All lines below containing the string "Bryant" are to be copied.

************

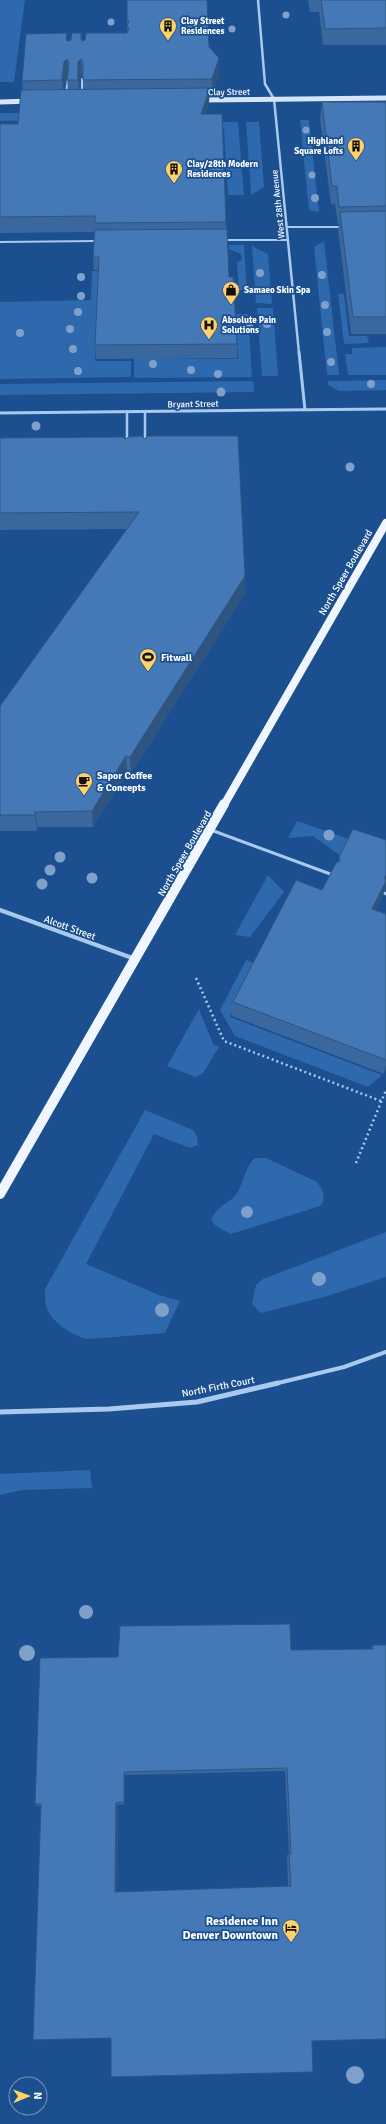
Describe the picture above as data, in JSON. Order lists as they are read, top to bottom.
{
  "streets": {
    "main road": ["North Speer Boulevard"],
    "street": [
      "Clay Street",
      "West 28th Avenue",
      "Bryant Street",
      "Alcott Street",
      "North Firth Court"
    ]
  },
  "crossings": [
    ["Clay Street", "West 28th Avenue"],
    ["West 28th Avenue", "Bryant Street"],
    ["North Speer Boulevard", "Alcott Street"]
  ],
  "places": {
    "building": ["Clay Street Residences", "Highland Square Lofts", "Clay/28th Modern Residences"],
    "shop": ["Samaeo Skin Spa"],
    "hospital": ["Absolute Pain Solutions"],
    "sports": ["Fitwall"],
    "cafe": ["Sapor Coffee & Concepts"],
    "hotel": ["Residence Inn Denver Downtown"]
  },
  "north": "right"
}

************

Response to the task:
      "Bryant Street",
    ["West 28th Avenue", "Bryant Street"],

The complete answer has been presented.